The way I see it, you don't turn anything off. In fact, you don't ever want to turn off the air temp sensing circuitry, as it will most likely result in the warning light coming on.pancake said:I thought of that after I posted, but didn't reply. How would you turn off the real sensor to turn on the resistors? Because wouldn't if you ran a wire from the sensor out to the resistor and have a switch in between, then wouldn't it turn on both, or would the resistor override?
You are only switching between different circuits. For example, at normal, the current flows from the computer, out to the sensor, and back. In the modified resistor circuit, you simply create a shunt that causes the current to flow from the computer, towards the sensor, but is instead shunted thru the resistor (bypassing the sensor), and back to the computer. So if you have a switch box that allows such switching, you only toggle back and forth between the circuits, nothing is ever turned off. The current will flow no matter what, the variable is just thru what does it flow? Either the normal sensor, or the resistor.

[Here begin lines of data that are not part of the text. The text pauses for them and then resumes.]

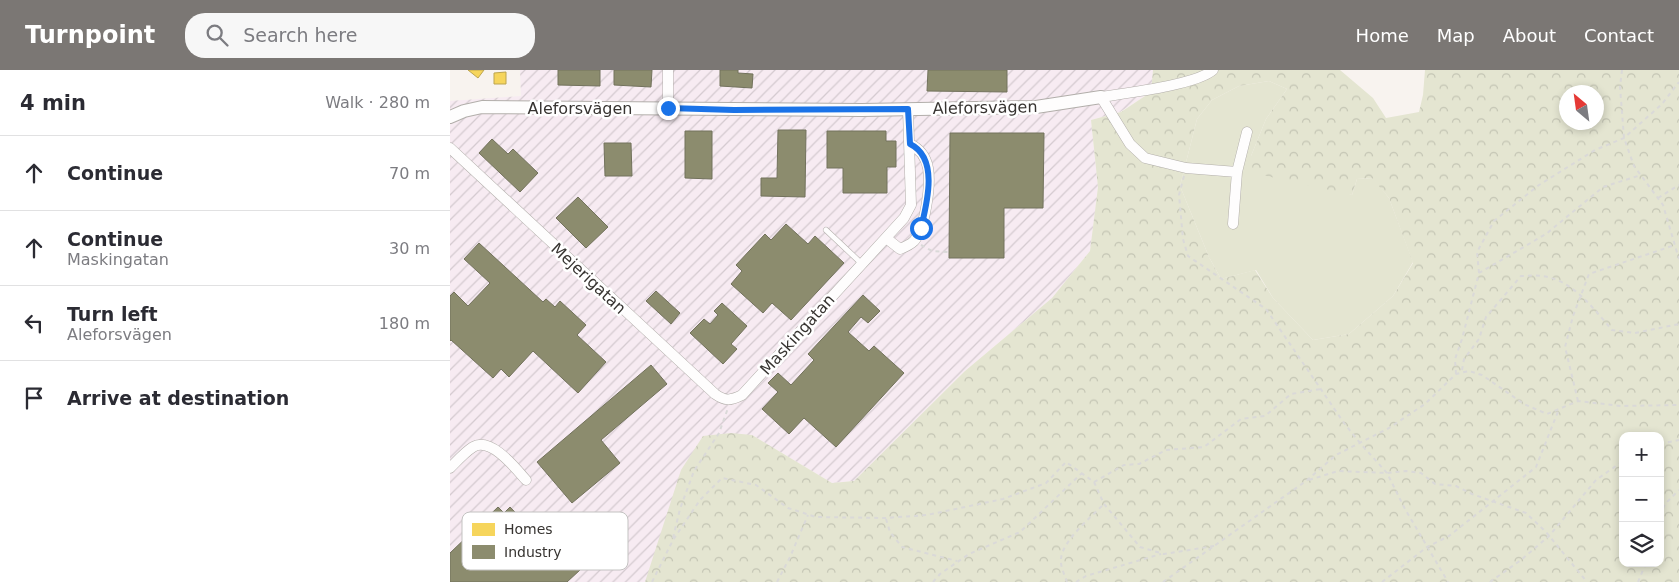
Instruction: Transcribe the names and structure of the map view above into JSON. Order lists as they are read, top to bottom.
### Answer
{
  "streets": {
    "street": ["Aleforsvägen", "Mejerigatan", "Maskingatan"]
  },
  "crossings": [
    ["Aleforsvägen", "Maskingatan"],
    ["Mejerigatan", "Maskingatan"]
  ],
  "legend": ["Homes", "Industry"],
  "north": "top left",
  "page": {
    "header": "Turnpoint",
    "search": "Search here",
    "nav": [
      "Home",
      "Map",
      "About",
      "Contact"
    ],
    "heading": ["4 min", "Walk · 280 m"],
    "list": [
      ["Continue", "70 m"],
      ["Continue", "Maskingatan", "30 m"],
      ["Turn left", "Aleforsvägen", "180 m"],
      "Arrive at destination"
    ],
    "map_buttons": ["+", "−"]
  }
}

If I recall my electrical engineering correctly, if you ran a resistor in parallel with the sensor like how you mentioned, it wouldn't give much change if any depending on the given resistance of the air temp sensor itself. Electricity follows the path of least resistance. On a hot day, the sensor will have a lower resistance, allowing higher current to flow thru it and less to flow thru the resistor (essentially cancelling out the presence of the resistor). As it gets colder and the sensor's resistance increases, I believe the sensor will maintain dominance over the 100 Ohm resistor until the sensor itself creates a higher resistance than the resistor. At that point, the max resistance will be the lowest resistance of the two. Or so I think. It's been years since I had this material.
Sorry Mensa, had to make my attempt to drown in my glass. I used to really enjoy electrical engineering back in my electric R/C car racing days.